RFR: JDK-8220671: Initialization race for non-JavaThread PtrQueues

Tue Mar 19 12:01:10 UTC 2019

>>> The problem we're trying to solve is that (some implementations of)
>>> on_thread_attach needs to be atomic with the associated list addition
>>> wrto safepoints, or more precisely, with an operation performed within
>>> some safepoints.  on_thread_attach is caching global state in the
>>> thread local data, while the operation is updating the global state
>>> and needs to also update the thread local caches.  For G1 and
>>> Shenandoah, it's the SATB activation state; for ZGC it's the bad bit
>>> mask.

Yes, it is not strictly the safepoint that is the issue. But as you say, 
there's state that we're reading concurrently that is otherwise written 
at safepoints (the SATB active flag), and not protected otherwise (e.g. 
by some lock that we could take when reading). There's also global flags 
and state updated at safepoints, and I am not sure we're good with that 
either if we don't let the non-Java-thread synchronize with safepoints 
on attach.

Therefore I think that the way to go is to let such threads synchronize 
with safepoints on on_thread_attach(), and via STS. A Shenandoah-only 
solution that seems to do it:

http://cr.openjdk.java.net/~rkennke/JDK-8220671/webrev.06/

Compared to my other proposals it has the advantage that it's only 
changing GC specific code, and not with any global/shared code. It will 
not introduce STS into paths that don't synchronize this anyway (e.g. CMS).
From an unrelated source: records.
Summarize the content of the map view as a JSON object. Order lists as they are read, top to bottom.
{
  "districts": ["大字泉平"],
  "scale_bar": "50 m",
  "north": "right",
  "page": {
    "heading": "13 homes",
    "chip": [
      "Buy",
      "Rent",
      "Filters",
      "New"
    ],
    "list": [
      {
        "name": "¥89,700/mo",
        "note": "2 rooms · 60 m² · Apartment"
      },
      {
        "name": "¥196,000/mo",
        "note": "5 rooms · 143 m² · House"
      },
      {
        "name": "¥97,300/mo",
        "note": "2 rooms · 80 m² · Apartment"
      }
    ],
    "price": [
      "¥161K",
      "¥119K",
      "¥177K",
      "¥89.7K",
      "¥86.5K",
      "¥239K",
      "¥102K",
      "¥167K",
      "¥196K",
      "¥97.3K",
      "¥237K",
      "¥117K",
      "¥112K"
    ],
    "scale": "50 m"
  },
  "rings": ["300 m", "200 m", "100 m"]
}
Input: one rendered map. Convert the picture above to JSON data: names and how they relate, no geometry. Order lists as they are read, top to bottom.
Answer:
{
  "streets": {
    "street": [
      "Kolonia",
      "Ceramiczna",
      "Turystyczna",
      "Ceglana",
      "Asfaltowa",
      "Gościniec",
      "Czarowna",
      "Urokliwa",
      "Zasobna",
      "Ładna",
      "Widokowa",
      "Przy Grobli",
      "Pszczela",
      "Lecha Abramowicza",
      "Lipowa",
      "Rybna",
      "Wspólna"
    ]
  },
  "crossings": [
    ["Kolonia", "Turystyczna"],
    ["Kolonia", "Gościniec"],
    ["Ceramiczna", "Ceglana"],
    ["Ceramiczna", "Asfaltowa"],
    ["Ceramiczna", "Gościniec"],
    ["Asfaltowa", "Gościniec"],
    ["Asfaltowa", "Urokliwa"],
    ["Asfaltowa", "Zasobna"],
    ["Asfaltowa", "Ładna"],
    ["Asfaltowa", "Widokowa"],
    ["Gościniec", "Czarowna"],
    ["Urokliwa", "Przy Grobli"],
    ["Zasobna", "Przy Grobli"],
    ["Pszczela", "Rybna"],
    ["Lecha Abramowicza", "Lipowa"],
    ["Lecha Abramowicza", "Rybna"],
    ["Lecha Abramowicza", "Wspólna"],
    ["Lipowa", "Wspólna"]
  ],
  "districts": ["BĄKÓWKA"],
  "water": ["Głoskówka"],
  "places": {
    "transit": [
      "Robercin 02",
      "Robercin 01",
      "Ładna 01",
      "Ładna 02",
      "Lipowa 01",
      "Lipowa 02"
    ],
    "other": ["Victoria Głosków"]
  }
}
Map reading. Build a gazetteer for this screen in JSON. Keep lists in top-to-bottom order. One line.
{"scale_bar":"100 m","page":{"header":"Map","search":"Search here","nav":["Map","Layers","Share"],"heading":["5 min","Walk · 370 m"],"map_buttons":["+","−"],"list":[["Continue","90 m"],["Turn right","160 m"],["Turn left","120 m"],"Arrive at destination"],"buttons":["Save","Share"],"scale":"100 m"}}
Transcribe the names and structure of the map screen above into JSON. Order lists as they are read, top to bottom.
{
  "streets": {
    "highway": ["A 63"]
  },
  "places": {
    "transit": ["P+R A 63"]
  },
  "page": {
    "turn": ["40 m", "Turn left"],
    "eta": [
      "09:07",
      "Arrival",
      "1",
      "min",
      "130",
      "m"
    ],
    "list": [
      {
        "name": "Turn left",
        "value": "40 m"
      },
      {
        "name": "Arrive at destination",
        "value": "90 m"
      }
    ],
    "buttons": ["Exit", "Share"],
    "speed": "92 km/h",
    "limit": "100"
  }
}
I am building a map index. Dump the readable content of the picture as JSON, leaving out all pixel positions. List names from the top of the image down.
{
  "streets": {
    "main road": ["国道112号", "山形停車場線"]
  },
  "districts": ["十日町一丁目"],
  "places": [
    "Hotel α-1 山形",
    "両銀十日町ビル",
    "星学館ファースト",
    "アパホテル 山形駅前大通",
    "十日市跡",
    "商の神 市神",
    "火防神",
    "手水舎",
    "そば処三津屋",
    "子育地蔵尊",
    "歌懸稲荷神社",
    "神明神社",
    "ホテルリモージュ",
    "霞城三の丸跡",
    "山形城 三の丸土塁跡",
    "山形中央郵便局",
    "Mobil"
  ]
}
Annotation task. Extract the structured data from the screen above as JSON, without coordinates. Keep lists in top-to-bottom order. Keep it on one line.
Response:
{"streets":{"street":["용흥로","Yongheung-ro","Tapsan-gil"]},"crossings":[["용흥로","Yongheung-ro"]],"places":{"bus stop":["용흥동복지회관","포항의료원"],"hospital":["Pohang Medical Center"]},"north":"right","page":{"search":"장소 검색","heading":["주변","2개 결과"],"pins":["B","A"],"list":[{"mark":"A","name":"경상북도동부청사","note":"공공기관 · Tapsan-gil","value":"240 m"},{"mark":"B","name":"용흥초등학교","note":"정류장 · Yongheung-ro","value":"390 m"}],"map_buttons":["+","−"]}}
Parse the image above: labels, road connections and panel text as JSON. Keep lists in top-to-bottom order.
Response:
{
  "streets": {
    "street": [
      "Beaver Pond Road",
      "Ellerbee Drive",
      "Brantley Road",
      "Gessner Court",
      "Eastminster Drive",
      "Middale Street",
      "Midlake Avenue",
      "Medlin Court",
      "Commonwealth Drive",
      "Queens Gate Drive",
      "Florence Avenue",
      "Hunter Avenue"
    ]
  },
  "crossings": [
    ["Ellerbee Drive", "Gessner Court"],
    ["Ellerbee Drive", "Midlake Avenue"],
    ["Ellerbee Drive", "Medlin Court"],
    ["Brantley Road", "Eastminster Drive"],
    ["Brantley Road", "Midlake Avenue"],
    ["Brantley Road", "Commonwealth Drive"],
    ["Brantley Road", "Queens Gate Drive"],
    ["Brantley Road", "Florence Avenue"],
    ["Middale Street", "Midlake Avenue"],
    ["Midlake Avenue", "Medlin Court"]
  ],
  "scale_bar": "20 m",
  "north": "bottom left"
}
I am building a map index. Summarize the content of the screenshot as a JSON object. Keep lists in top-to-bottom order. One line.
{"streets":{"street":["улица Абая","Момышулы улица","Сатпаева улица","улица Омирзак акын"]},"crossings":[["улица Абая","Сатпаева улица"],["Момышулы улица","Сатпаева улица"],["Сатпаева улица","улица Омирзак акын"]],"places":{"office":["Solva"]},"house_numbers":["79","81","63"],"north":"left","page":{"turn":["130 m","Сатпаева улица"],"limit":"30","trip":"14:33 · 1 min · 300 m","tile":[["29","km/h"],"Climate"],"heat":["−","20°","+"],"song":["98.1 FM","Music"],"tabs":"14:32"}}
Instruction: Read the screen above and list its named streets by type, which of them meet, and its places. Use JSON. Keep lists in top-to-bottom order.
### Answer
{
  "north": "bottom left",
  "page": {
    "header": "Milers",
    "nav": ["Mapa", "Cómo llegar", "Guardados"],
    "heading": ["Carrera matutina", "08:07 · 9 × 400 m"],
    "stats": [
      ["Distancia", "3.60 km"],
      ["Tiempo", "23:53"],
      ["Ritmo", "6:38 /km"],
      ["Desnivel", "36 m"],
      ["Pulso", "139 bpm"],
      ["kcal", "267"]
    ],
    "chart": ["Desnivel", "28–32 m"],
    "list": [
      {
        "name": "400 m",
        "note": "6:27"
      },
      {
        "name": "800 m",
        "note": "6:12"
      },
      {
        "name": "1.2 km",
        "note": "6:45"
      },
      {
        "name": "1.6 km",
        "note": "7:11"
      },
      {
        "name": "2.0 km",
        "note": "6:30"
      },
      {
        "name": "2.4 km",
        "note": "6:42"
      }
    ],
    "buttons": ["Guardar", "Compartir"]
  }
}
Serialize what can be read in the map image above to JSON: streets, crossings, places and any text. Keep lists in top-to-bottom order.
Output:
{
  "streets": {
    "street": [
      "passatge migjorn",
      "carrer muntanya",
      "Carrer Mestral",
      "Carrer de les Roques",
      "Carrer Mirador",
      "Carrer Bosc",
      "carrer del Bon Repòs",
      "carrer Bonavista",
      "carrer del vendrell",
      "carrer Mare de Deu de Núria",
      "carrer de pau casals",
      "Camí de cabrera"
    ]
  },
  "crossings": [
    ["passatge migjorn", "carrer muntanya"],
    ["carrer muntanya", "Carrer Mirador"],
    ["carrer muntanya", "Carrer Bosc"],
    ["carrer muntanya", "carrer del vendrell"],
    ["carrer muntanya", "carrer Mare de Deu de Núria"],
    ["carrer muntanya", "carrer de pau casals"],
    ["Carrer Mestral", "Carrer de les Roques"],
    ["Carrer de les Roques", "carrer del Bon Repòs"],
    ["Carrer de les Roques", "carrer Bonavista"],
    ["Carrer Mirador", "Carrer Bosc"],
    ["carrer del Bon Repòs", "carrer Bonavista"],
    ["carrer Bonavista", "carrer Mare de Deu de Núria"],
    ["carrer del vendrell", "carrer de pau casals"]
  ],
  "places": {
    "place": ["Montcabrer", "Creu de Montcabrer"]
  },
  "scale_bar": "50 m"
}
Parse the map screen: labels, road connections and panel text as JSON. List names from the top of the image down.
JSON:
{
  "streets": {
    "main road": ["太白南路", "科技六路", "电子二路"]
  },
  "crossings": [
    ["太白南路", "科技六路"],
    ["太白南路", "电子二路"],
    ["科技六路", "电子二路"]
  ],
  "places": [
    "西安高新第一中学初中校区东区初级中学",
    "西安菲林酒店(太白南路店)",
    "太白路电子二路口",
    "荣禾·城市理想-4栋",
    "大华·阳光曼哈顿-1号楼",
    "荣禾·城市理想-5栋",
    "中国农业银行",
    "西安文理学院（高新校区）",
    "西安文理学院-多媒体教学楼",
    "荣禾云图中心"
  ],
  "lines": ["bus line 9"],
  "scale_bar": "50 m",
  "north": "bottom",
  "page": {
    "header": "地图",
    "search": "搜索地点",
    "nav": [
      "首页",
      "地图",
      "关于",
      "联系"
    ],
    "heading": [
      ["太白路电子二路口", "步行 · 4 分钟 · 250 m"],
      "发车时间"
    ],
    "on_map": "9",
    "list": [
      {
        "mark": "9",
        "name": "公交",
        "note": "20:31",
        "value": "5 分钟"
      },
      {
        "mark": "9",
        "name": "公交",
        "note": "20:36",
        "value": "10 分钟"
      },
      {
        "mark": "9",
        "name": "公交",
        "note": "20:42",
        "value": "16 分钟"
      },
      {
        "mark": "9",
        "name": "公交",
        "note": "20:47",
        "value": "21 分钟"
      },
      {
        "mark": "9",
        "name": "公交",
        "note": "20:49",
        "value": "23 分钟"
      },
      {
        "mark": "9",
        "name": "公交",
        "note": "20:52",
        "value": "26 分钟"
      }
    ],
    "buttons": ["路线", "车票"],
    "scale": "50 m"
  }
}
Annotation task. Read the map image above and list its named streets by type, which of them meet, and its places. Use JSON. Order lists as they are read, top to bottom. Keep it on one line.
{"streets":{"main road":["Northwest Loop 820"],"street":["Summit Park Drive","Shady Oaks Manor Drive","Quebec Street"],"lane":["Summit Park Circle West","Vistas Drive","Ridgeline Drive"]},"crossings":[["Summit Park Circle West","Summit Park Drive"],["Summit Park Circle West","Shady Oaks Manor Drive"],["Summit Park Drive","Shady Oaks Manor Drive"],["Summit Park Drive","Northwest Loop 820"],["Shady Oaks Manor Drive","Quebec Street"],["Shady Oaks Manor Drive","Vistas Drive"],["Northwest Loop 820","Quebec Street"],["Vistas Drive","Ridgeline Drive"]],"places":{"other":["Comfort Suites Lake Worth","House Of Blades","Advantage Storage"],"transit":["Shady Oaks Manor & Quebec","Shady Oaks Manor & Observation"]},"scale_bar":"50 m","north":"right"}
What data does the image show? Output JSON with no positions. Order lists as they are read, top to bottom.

Unless we come up with something even better, this would be the way to 
go for me. If you agree, I can do the G1 change in the same fashion.

Roman

>>> Possibilities I've been looking at are:
>>>
>>> (1) Conditional STS join around on_thread_attach / add_to_the_list.
>>> Still
>>> thinking about what the right conditional might be though.
>>
>> This seems the only one that works for me so far.
>>
>>> (2) Move on_thread_attach inside the NJTList_lock in add_to_the_list,
>>> and make the relevant GC operation also lock the NJTList_lock.  This
>>> would mean on_thread_attach is conditionally called with JNTList_lock
>>> held, depending on whether the thread is a Java thread or not; such
>>> conditional lock contexts can be difficult.
>>
>> I don't think this is sufficient. NJTList_lock does not coordinate with safe points like Threads_lock does, but we need that, otherwise the whole sequence races over safe points.
> 
> It’s not safepoints that matter, it’s the operation being done in a safepoint, like
> changing the SATB active state.  That’s the “relevant GC operation” that also
> has to lock the NJTList_lock.
> 
>>
>>> (3) I think the reason on_thread_attach preceeds adding to the list is
>>> to prevent SATB state verification from failing.  (Except that doesn't
>>> quite work because of this new-found race.)  So another approach is to
>>> reverse the order and address the verification failure directly.  Add
>>> another "unitialized" initial state.  SATB activation verification
>>> treats "uninitialized" as okay, and the activation state change
>>> unconditionally updates the thread state.  For on_thread_attach,
>>> conditionally set the thread state when the old state is
>>> "uninitialized", using cmpxchg to address the potential race between a
>>> global change and the initialization.  I think something similar could
>>> be done for ZGC.  But this is pretty tightly coupled to properties of
>>> the state being cached.
>>
>> This approach hasn't worked for me. It still races across safe points.
> 
> Again, don’t care about safepoints per se, it’s the interaction between
> on_thread_attach and changing the global SATB active state that matters.
>